## [Data for processing]
————

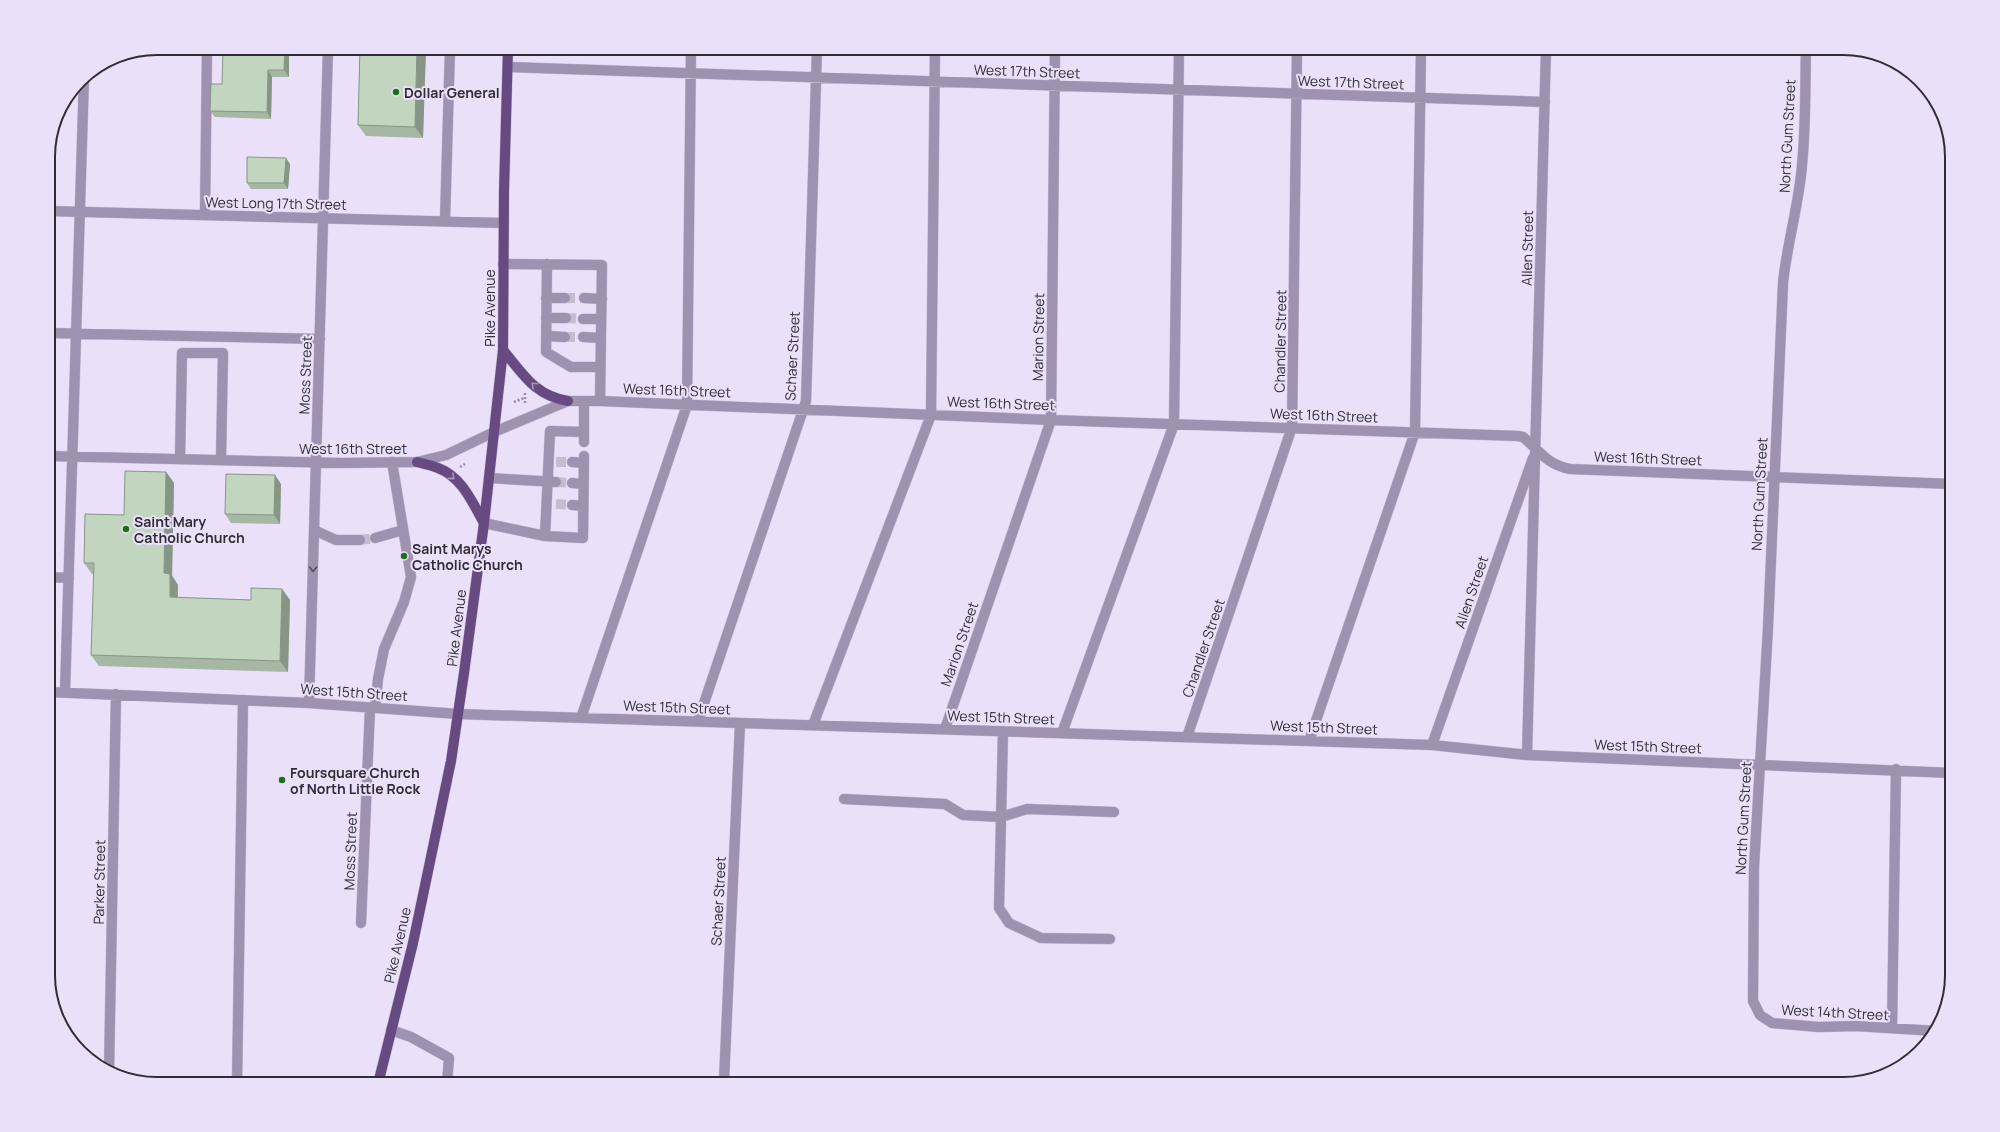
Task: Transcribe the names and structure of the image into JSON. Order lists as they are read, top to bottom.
{
  "streets": {
    "main road": ["Pike Avenue"],
    "street": [
      "West 17th Street",
      "North Gum Street",
      "West Long 17th Street",
      "Allen Street",
      "Marion Street",
      "Chandler Street",
      "Schaer Street",
      "Moss Street",
      "West 16th Street",
      "West 15th Street",
      "Parker Street",
      "West 14th Street"
    ]
  },
  "crossings": [
    ["West 17th Street", "Allen Street"],
    ["West 17th Street", "Pike Avenue"],
    ["West 17th Street", "Marion Street"],
    ["West 17th Street", "Chandler Street"],
    ["West 17th Street", "Schaer Street"],
    ["North Gum Street", "West 16th Street"],
    ["North Gum Street", "West 15th Street"],
    ["North Gum Street", "West 14th Street"],
    ["West Long 17th Street", "Pike Avenue"],
    ["West Long 17th Street", "Moss Street"],
    ["Allen Street", "West 16th Street"],
    ["Allen Street", "West 15th Street"],
    ["Pike Avenue", "West 16th Street"],
    ["Pike Avenue", "West 15th Street"],
    ["Marion Street", "West 16th Street"],
    ["Marion Street", "West 15th Street"],
    ["Chandler Street", "West 16th Street"],
    ["Chandler Street", "West 15th Street"],
    ["Schaer Street", "West 16th Street"],
    ["Schaer Street", "West 15th Street"],
    ["Moss Street", "West 16th Street"],
    ["Moss Street", "West 15th Street"],
    ["West 15th Street", "Parker Street"]
  ],
  "places": [
    "Dollar General",
    "Saint Mary Catholic Church",
    "Saint Marys Catholic Church",
    "Foursquare Church of North Little Rock"
  ]
}
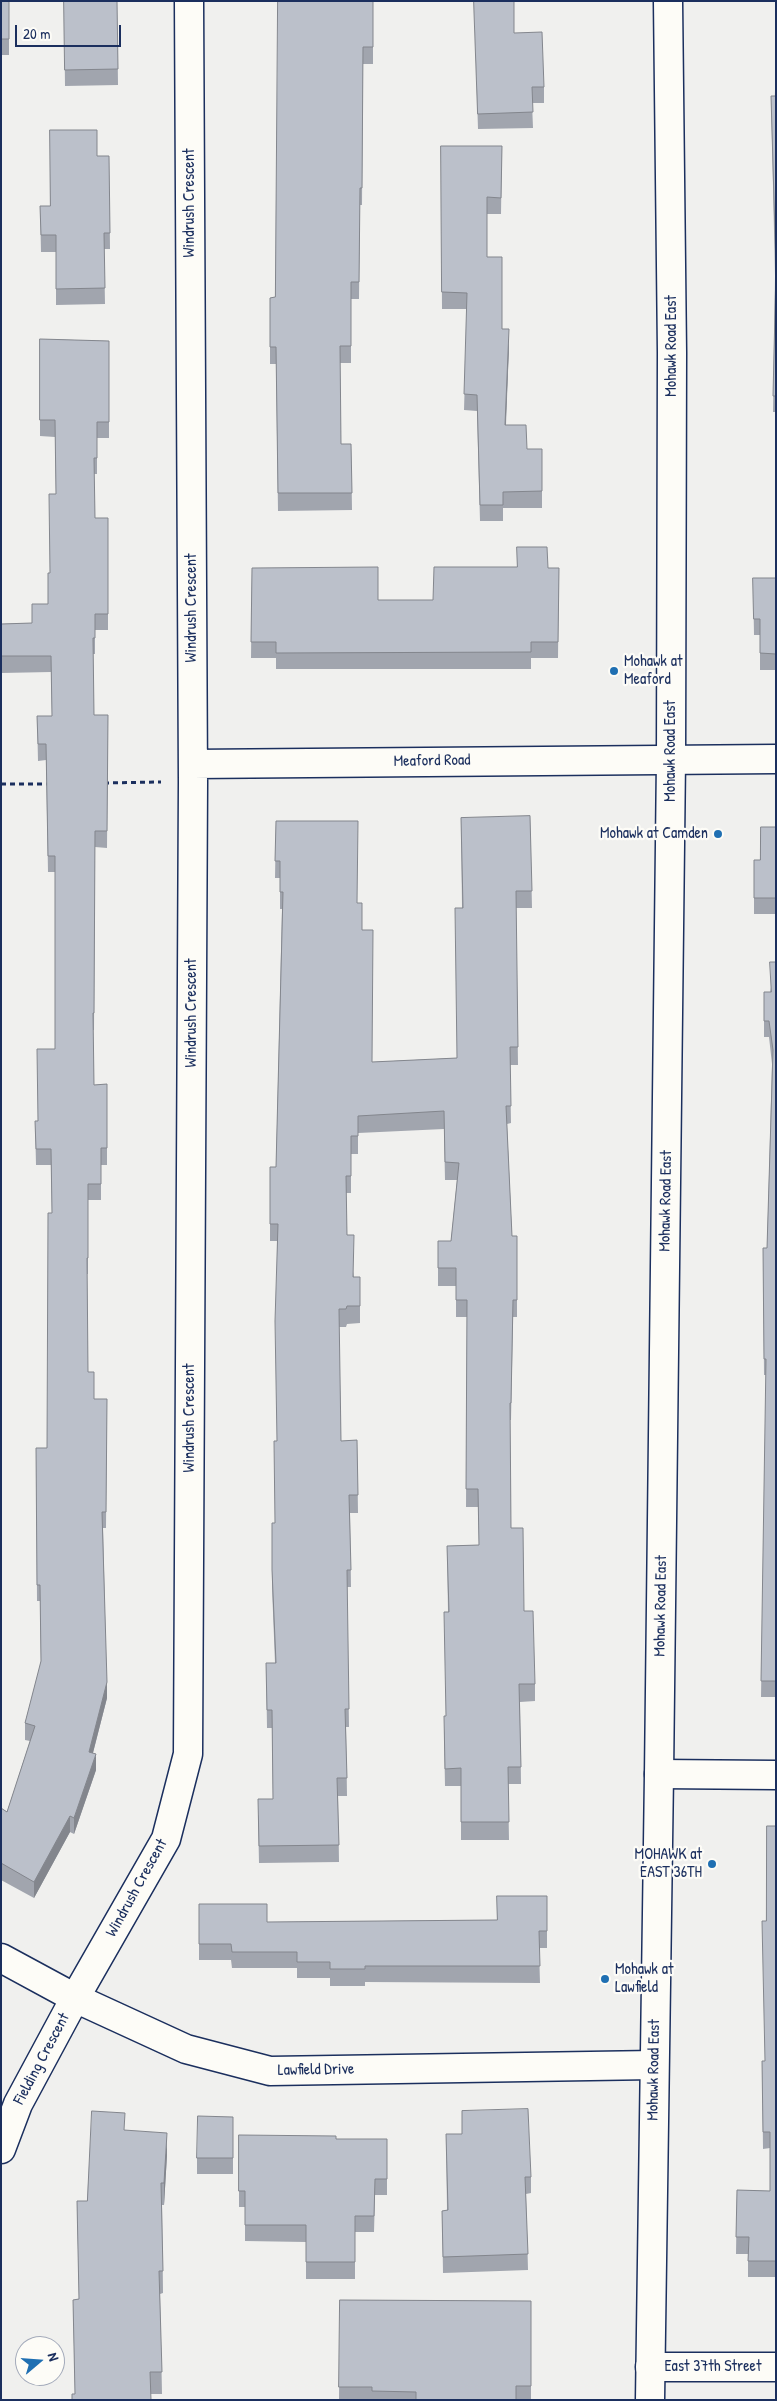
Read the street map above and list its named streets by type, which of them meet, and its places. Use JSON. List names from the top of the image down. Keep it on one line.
{"streets":{"street":["Windrush Crescent","Mohawk Road East","Meaford Road","Fielding Crescent","Lawfield Drive","East 37th Street"]},"crossings":[["Windrush Crescent","Meaford Road"],["Windrush Crescent","Fielding Crescent"],["Windrush Crescent","Lawfield Drive"],["Mohawk Road East","Meaford Road"],["Mohawk Road East","Lawfield Drive"],["Mohawk Road East","East 37th Street"],["Fielding Crescent","Lawfield Drive"]],"places":["Mohawk at Meaford","Mohawk at Camden","MOHAWK at EAST 36TH","Mohawk at Lawfield"],"scale_bar":"20 m","north":"right"}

————

Nothing but the pictures should be left out when the material above is copied.

Task: Transcribe the names and structure of the image into JSON. Order lists as they are read, top to bottom.
{
  "streets": {
    "main road": ["Pike Avenue"],
    "street": [
      "West 17th Street",
      "North Gum Street",
      "West Long 17th Street",
      "Allen Street",
      "Marion Street",
      "Chandler Street",
      "Schaer Street",
      "Moss Street",
      "West 16th Street",
      "West 15th Street",
      "Parker Street",
      "West 14th Street"
    ]
  },
  "crossings": [
    ["West 17th Street", "Allen Street"],
    ["West 17th Street", "Pike Avenue"],
    ["West 17th Street", "Marion Street"],
    ["West 17th Street", "Chandler Street"],
    ["West 17th Street", "Schaer Street"],
    ["North Gum Street", "West 16th Street"],
    ["North Gum Street", "West 15th Street"],
    ["North Gum Street", "West 14th Street"],
    ["West Long 17th Street", "Pike Avenue"],
    ["West Long 17th Street", "Moss Street"],
    ["Allen Street", "West 16th Street"],
    ["Allen Street", "West 15th Street"],
    ["Pike Avenue", "West 16th Street"],
    ["Pike Avenue", "West 15th Street"],
    ["Marion Street", "West 16th Street"],
    ["Marion Street", "West 15th Street"],
    ["Chandler Street", "West 16th Street"],
    ["Chandler Street", "West 15th Street"],
    ["Schaer Street", "West 16th Street"],
    ["Schaer Street", "West 15th Street"],
    ["Moss Street", "West 16th Street"],
    ["Moss Street", "West 15th Street"],
    ["West 15th Street", "Parker Street"]
  ],
  "places": [
    "Dollar General",
    "Saint Mary Catholic Church",
    "Saint Marys Catholic Church",
    "Foursquare Church of North Little Rock"
  ]
}
Read the street map above and list its named streets by type, which of them meet, and its places. Use JSON. List names from the top of the image down. Keep it on one line.
{"streets":{"street":["Windrush Crescent","Mohawk Road East","Meaford Road","Fielding Crescent","Lawfield Drive","East 37th Street"]},"crossings":[["Windrush Crescent","Meaford Road"],["Windrush Crescent","Fielding Crescent"],["Windrush Crescent","Lawfield Drive"],["Mohawk Road East","Meaford Road"],["Mohawk Road East","Lawfield Drive"],["Mohawk Road East","East 37th Street"],["Fielding Crescent","Lawfield Drive"]],"places":["Mohawk at Meaford","Mohawk at Camden","MOHAWK at EAST 36TH","Mohawk at Lawfield"],"scale_bar":"20 m","north":"right"}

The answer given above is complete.